Assigned task ▸ Reproduce the whole of the data exactly.

### Dataset records

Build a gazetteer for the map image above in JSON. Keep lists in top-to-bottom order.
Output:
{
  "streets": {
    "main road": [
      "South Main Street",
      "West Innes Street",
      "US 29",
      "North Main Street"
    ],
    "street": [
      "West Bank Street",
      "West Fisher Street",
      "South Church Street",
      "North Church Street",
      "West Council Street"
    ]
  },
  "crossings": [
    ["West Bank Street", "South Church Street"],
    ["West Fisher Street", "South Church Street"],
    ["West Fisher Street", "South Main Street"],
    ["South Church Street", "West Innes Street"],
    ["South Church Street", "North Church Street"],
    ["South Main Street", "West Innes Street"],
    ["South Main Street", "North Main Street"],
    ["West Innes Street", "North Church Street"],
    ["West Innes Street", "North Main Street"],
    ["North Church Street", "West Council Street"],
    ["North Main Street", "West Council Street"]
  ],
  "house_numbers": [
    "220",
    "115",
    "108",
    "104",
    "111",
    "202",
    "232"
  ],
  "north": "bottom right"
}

######

Task output ▸
Build a gazetteer for the map image above in JSON. Keep lists in top-to-bottom order.
Output:
{
  "streets": {
    "main road": [
      "South Main Street",
      "West Innes Street",
      "US 29",
      "North Main Street"
    ],
    "street": [
      "West Bank Street",
      "West Fisher Street",
      "South Church Street",
      "North Church Street",
      "West Council Street"
    ]
  },
  "crossings": [
    ["West Bank Street", "South Church Street"],
    ["West Fisher Street", "South Church Street"],
    ["West Fisher Street", "South Main Street"],
    ["South Church Street", "West Innes Street"],
    ["South Church Street", "North Church Street"],
    ["South Main Street", "West Innes Street"],
    ["South Main Street", "North Main Street"],
    ["West Innes Street", "North Church Street"],
    ["West Innes Street", "North Main Street"],
    ["North Church Street", "West Council Street"],
    ["North Main Street", "West Council Street"]
  ],
  "house_numbers": [
    "220",
    "115",
    "108",
    "104",
    "111",
    "202",
    "232"
  ],
  "north": "bottom right"
}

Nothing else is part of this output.